MAPPO¶
Multi-Agent Proximal Policy Optimization (MAPPO) is a variant of PPO which is specialized for multi-agent settings. MAPPO achieves surprisingly strong performance in two popular multi-agent testbeds: the particle-world environments and the Starcraft multi-agent challenge.
Shared network parameter for all agents ✔️
MAPPO achieves strong results while exhibiting comparable sample efficiency.
Code Snippet¶
def ppo_update(self, sample, update_actor=True):
share_obs_batch, obs_batch, rnn_states_batch, rnn_states_critic_batch, actions_batch, \
value_preds_batch, return_batch, masks_batch, active_masks_batch, old_action_log_probs_batch, \
adv_targ, available_actions_batch = sample
old_action_log_probs_batch = check(old_action_log_probs_batch).to(**self.tpdv)
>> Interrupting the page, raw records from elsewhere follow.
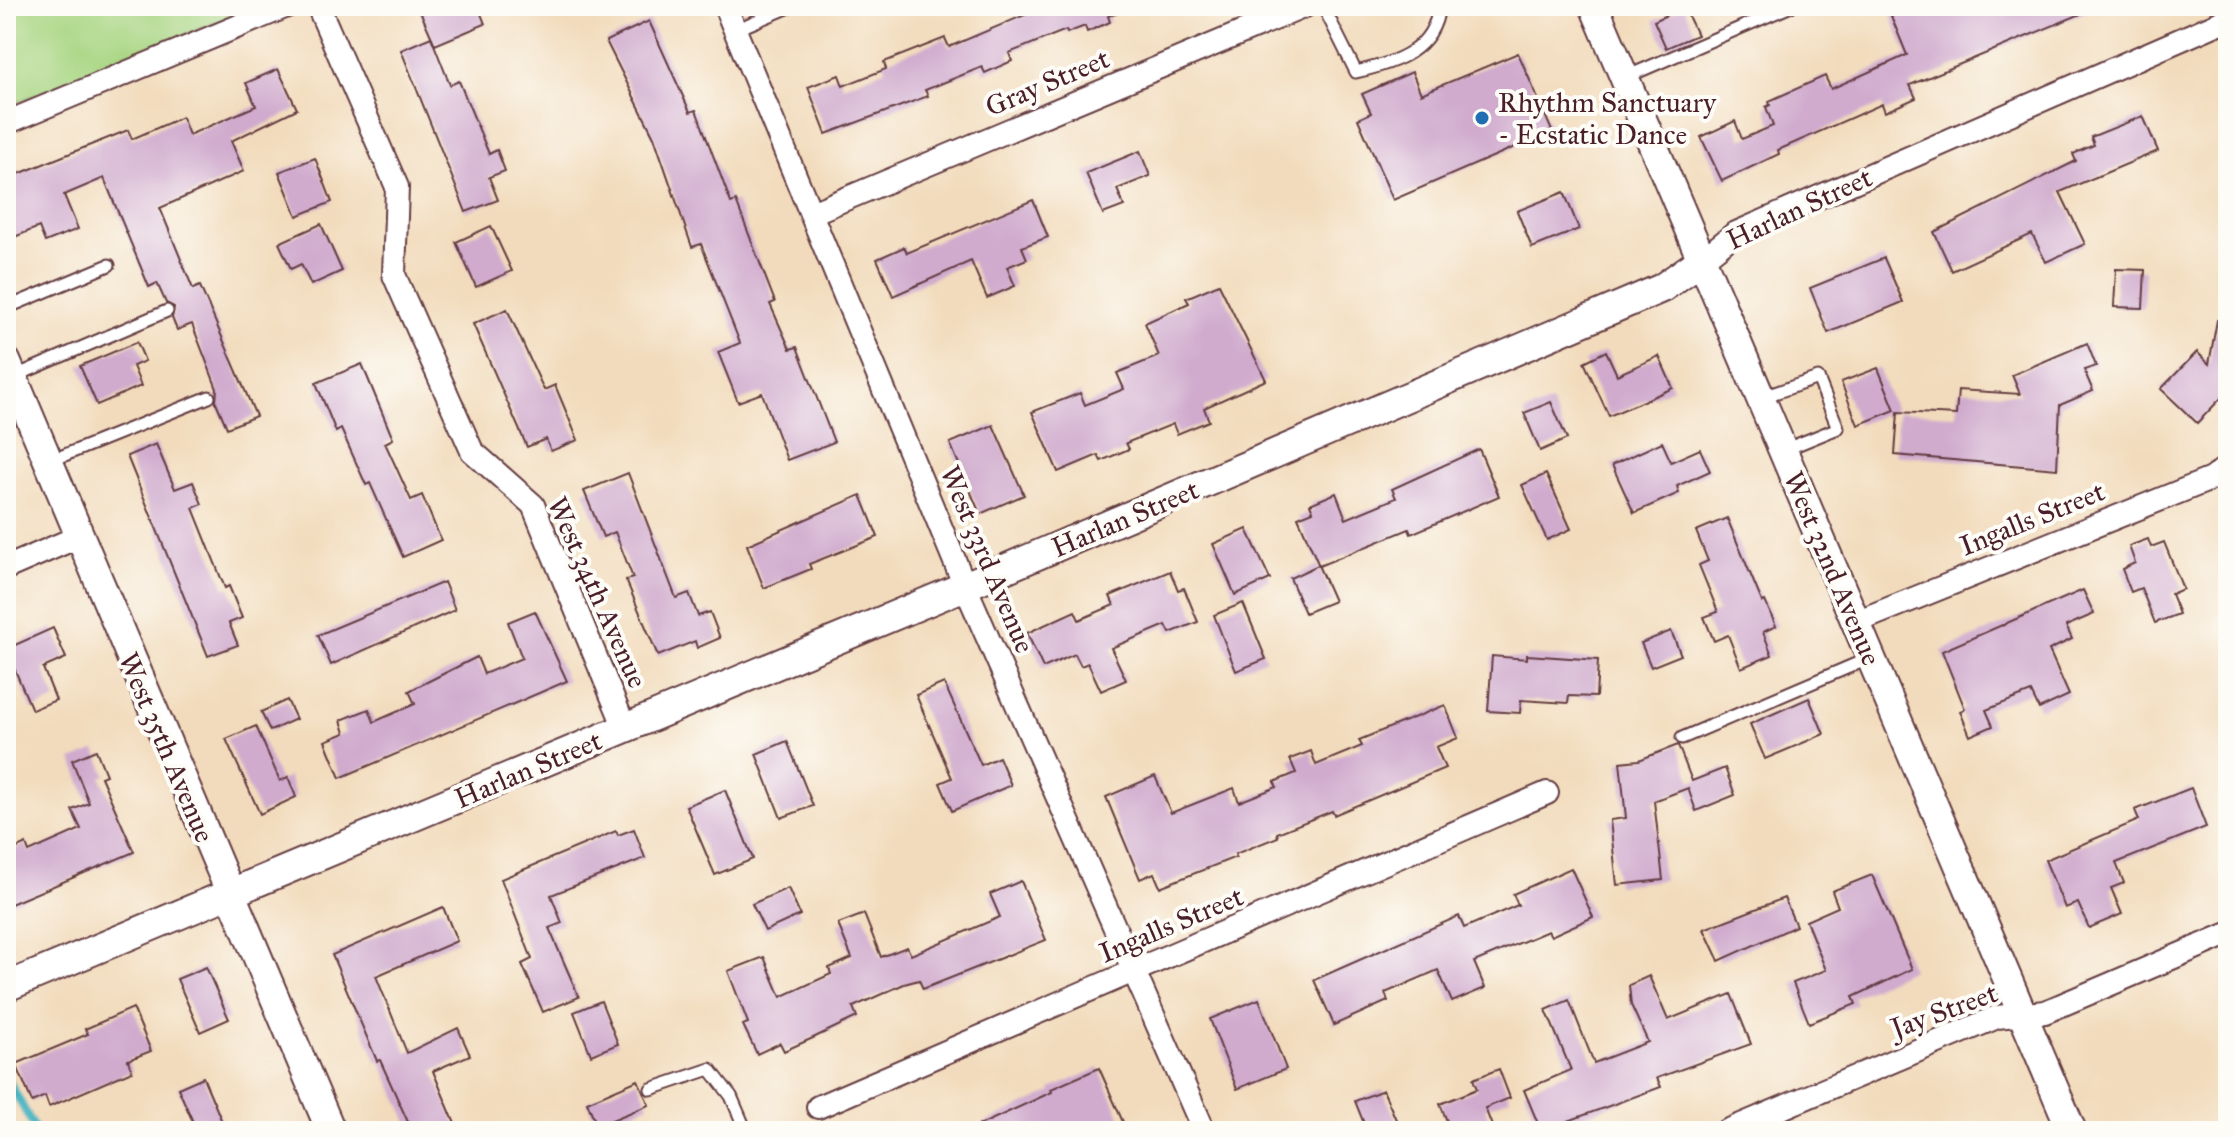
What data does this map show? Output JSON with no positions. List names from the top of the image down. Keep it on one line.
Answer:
{"streets":{"street":["Gray Street","Harlan Street","Ingalls Street","West 33rd Avenue","West 32nd Avenue","West 34th Avenue","West 35th Avenue","Jay Street"]},"crossings":[["Gray Street","West 33rd Avenue"],["Harlan Street","West 33rd Avenue"],["Harlan Street","West 32nd Avenue"],["Harlan Street","West 34th Avenue"],["Harlan Street","West 35th Avenue"],["Ingalls Street","West 33rd Avenue"],["Ingalls Street","West 32nd Avenue"],["West 32nd Avenue","Jay Street"]],"places":["Rhythm Sanctuary - Ecstatic Dance"]}
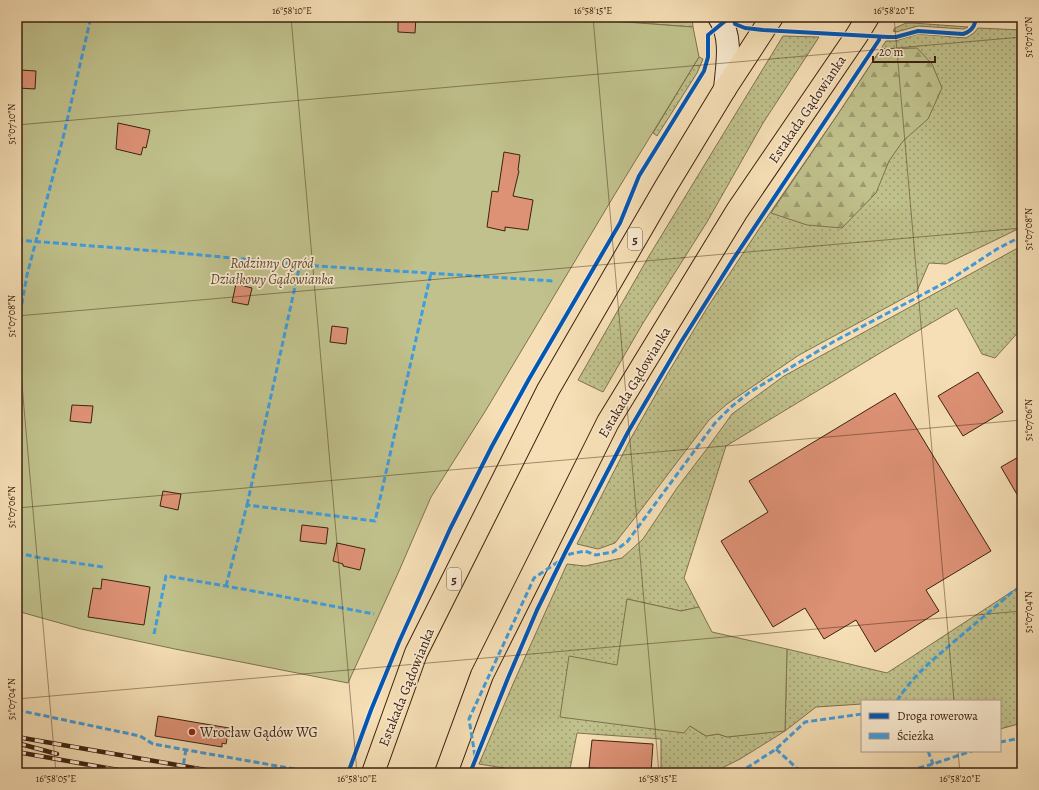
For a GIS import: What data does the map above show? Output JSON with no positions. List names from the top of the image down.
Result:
{
  "streets": {
    "main road": ["Estakada Gądowianka", "5"]
  },
  "parks": ["Rodzinny Ogród Działkowy Gądowianka"],
  "places": ["Wrocław Gądów WG"],
  "legend": ["Droga rowerowa", "Ścieżka"],
  "scale_bar": "20 m",
  "coordinates": [
    "16°58'10\"E",
    "16°58'15\"E",
    "16°58'20\"E",
    "51°07'10\"N",
    "51°07'08\"N",
    "51°07'06\"N",
    "51°07'04\"N",
    "16°58'05\"E"
  ]
}
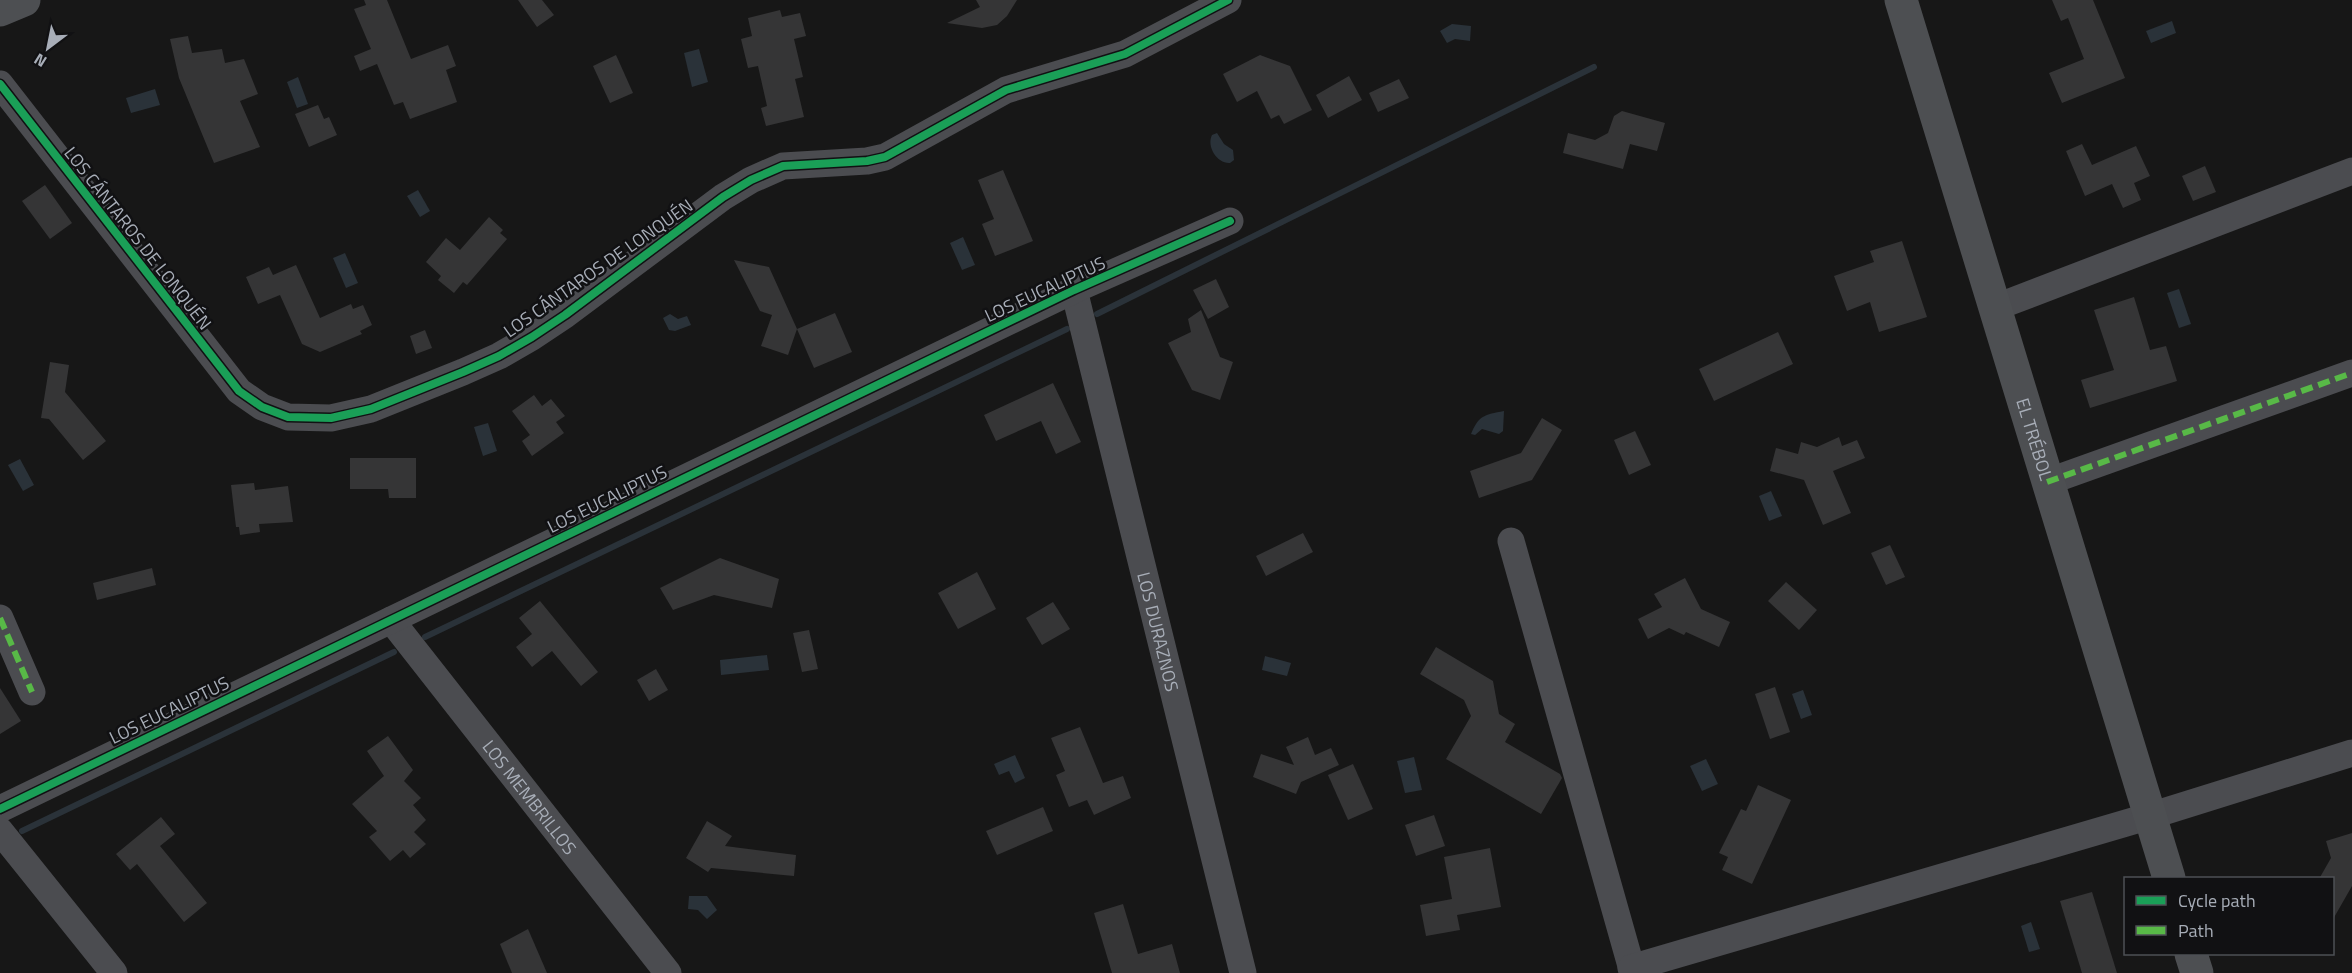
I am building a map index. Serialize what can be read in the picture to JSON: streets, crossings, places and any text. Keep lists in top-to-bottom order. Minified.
{"streets":{"main road":["EL TRÉBOL"],"street":["LOS CÁNTAROS DE LONQUÉN","LOS EUCALIPTUS","LOS DURAZNOS","LOS MEMBRILLOS"]},"crossings":[["LOS EUCALIPTUS","LOS DURAZNOS"],["LOS EUCALIPTUS","LOS MEMBRILLOS"]],"legend":["Cycle path","Path"],"north":"bottom left"}
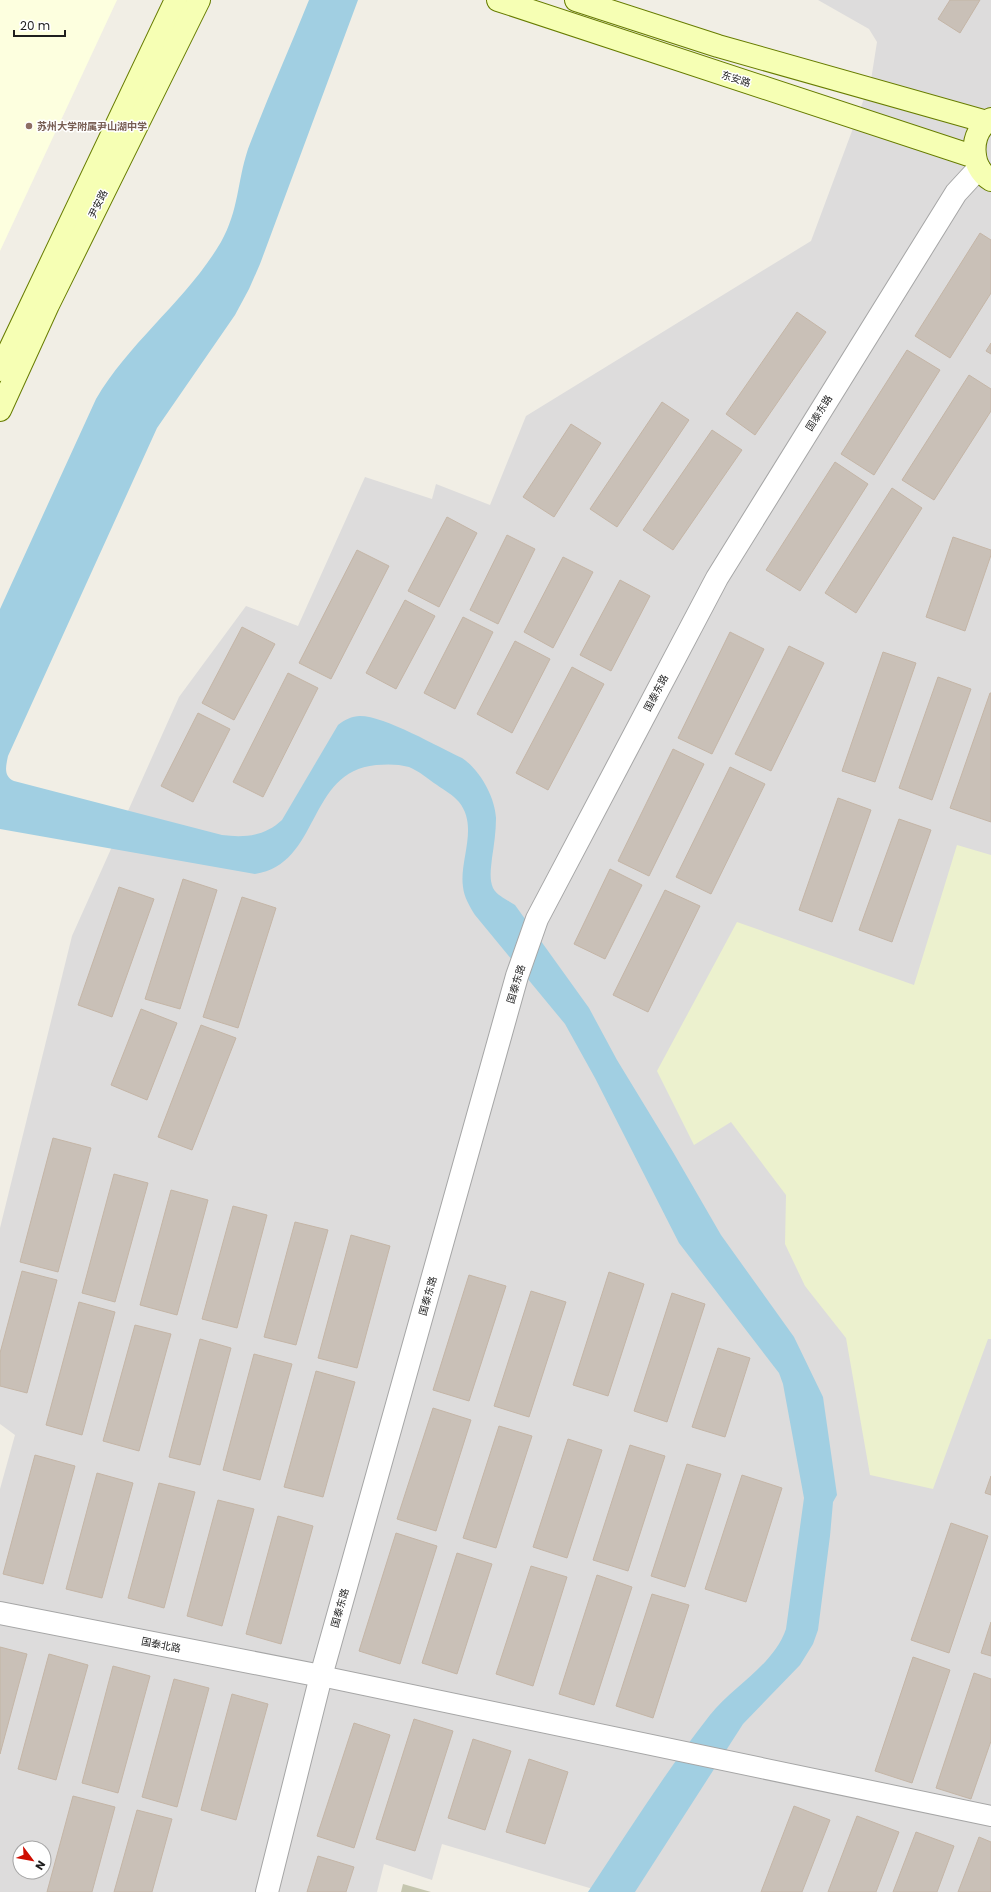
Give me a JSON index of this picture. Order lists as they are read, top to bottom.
{
  "streets": {
    "main road": ["东安路", "尹安路"],
    "street": ["国泰东路", "国泰北路"]
  },
  "crossings": [
    ["东安路", "国泰东路"],
    ["国泰东路", "国泰北路"]
  ],
  "places": ["苏州大学附属尹山湖中学"],
  "scale_bar": "20 m",
  "north": "bottom right"
}
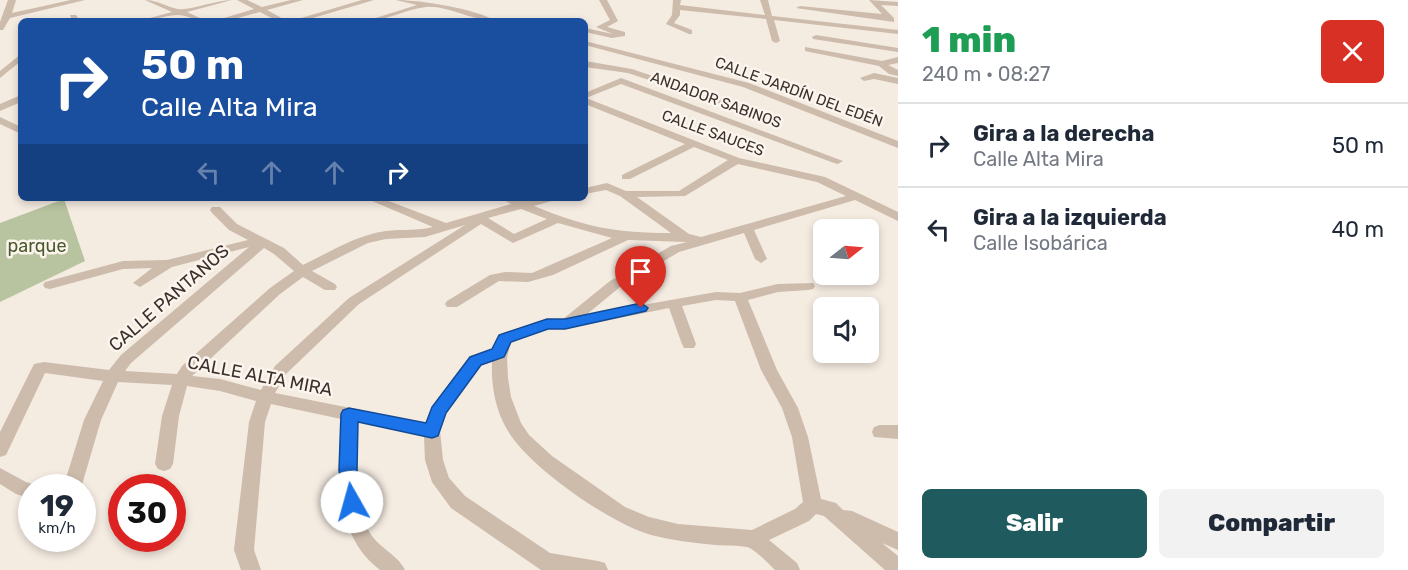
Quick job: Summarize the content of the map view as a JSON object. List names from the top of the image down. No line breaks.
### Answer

adv_targ = check(adv_targ).to(**self.tpdv)
value_preds_batch = check(value_preds_batch).to(**self.tpdv)
return_batch = check(return_batch).to(**self.tpdv)
active_masks_batch = check(active_masks_batch).to(**self.tpdv)
# Reshape to do in a single forward pass for all steps
values, action_log_probs, dist_entropy = self.policy.evaluate_actions(share_obs_batch,
obs_batch,
rnn_states_batch,
rnn_states_critic_batch,
actions_batch,
masks_batch,
available_actions_batch,
active_masks_batch)
# actor update
imp_weights = torch.exp(action_log_probs - old_action_log_probs_batch)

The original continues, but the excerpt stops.